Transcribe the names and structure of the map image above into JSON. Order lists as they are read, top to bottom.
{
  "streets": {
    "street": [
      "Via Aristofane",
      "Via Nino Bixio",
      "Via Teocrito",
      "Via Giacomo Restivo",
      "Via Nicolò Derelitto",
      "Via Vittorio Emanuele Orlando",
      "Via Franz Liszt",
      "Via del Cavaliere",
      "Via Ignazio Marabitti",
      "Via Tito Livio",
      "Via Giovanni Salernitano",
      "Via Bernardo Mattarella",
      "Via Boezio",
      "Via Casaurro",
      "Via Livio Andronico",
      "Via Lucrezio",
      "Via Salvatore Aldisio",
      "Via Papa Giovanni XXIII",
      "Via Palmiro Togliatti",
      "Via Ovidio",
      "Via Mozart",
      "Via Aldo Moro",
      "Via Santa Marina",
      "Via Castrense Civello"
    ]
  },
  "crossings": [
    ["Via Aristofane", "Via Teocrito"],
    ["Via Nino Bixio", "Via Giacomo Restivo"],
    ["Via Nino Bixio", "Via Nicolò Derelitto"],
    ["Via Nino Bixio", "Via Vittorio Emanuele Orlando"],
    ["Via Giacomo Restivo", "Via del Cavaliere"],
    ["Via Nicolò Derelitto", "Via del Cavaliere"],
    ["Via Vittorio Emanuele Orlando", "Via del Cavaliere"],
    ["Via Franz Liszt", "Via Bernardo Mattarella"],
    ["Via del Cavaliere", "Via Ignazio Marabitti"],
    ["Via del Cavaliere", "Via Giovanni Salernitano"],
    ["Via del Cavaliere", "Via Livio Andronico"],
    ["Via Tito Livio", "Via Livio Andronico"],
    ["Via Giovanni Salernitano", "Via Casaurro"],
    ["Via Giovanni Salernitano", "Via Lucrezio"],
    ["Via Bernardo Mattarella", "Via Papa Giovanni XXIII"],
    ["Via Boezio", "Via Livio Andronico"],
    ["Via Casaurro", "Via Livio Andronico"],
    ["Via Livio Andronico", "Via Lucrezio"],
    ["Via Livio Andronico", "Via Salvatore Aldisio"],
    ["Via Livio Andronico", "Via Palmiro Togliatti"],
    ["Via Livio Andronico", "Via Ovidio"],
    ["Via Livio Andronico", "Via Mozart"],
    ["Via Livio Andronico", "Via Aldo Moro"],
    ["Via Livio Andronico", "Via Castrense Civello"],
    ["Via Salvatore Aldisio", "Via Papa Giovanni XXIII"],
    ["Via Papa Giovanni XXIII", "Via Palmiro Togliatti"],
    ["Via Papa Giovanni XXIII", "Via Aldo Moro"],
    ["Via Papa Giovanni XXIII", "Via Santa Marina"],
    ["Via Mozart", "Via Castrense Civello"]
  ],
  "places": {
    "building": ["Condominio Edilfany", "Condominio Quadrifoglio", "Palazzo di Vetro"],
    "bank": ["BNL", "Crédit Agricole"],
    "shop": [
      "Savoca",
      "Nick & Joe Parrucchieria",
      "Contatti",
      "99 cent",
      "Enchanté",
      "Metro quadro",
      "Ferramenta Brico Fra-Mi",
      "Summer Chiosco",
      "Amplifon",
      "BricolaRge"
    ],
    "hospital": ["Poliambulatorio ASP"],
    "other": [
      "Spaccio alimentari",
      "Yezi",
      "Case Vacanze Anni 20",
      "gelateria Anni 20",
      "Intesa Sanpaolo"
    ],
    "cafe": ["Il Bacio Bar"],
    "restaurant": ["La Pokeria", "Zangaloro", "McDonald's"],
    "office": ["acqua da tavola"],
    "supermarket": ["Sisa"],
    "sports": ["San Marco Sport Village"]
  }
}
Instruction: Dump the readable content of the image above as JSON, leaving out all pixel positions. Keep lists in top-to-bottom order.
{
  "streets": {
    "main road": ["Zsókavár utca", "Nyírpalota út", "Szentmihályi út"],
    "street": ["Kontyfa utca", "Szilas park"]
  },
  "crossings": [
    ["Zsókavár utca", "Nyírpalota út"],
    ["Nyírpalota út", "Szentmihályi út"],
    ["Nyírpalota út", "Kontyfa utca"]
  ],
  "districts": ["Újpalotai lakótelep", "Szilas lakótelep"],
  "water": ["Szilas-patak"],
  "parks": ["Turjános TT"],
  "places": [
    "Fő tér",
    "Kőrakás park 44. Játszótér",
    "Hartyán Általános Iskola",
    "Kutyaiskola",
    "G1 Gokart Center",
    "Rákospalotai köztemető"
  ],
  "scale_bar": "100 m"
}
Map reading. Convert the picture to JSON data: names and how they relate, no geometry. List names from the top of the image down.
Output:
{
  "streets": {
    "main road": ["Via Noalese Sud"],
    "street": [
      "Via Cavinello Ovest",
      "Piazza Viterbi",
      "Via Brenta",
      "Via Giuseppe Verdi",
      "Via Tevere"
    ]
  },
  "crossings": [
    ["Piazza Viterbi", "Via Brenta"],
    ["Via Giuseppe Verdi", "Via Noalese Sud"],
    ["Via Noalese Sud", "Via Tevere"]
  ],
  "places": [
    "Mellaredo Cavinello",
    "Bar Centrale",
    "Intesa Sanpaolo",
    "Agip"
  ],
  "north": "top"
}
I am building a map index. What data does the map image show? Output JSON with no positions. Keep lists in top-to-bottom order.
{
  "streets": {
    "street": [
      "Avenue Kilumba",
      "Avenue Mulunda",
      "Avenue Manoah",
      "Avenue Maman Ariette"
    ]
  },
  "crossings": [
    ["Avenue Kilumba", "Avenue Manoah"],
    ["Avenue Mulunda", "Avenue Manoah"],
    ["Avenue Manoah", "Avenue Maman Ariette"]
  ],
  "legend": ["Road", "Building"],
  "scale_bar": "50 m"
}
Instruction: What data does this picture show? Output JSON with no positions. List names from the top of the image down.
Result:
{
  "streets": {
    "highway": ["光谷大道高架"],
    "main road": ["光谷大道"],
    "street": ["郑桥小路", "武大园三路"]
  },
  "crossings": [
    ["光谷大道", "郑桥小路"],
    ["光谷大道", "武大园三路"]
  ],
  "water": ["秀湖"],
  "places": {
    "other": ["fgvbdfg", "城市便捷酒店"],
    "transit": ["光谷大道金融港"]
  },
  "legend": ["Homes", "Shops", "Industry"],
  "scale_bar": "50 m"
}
------------------------------------------------
TASK STATEMENT
Find the lines above holding the word "Casaurro" and show them.

SOLUTION FOR THIS EXERCISE
      "Via Casaurro",
    ["Via Giovanni Salernitano", "Via Casaurro"],
    ["Via Casaurro", "Via Livio Andronico"],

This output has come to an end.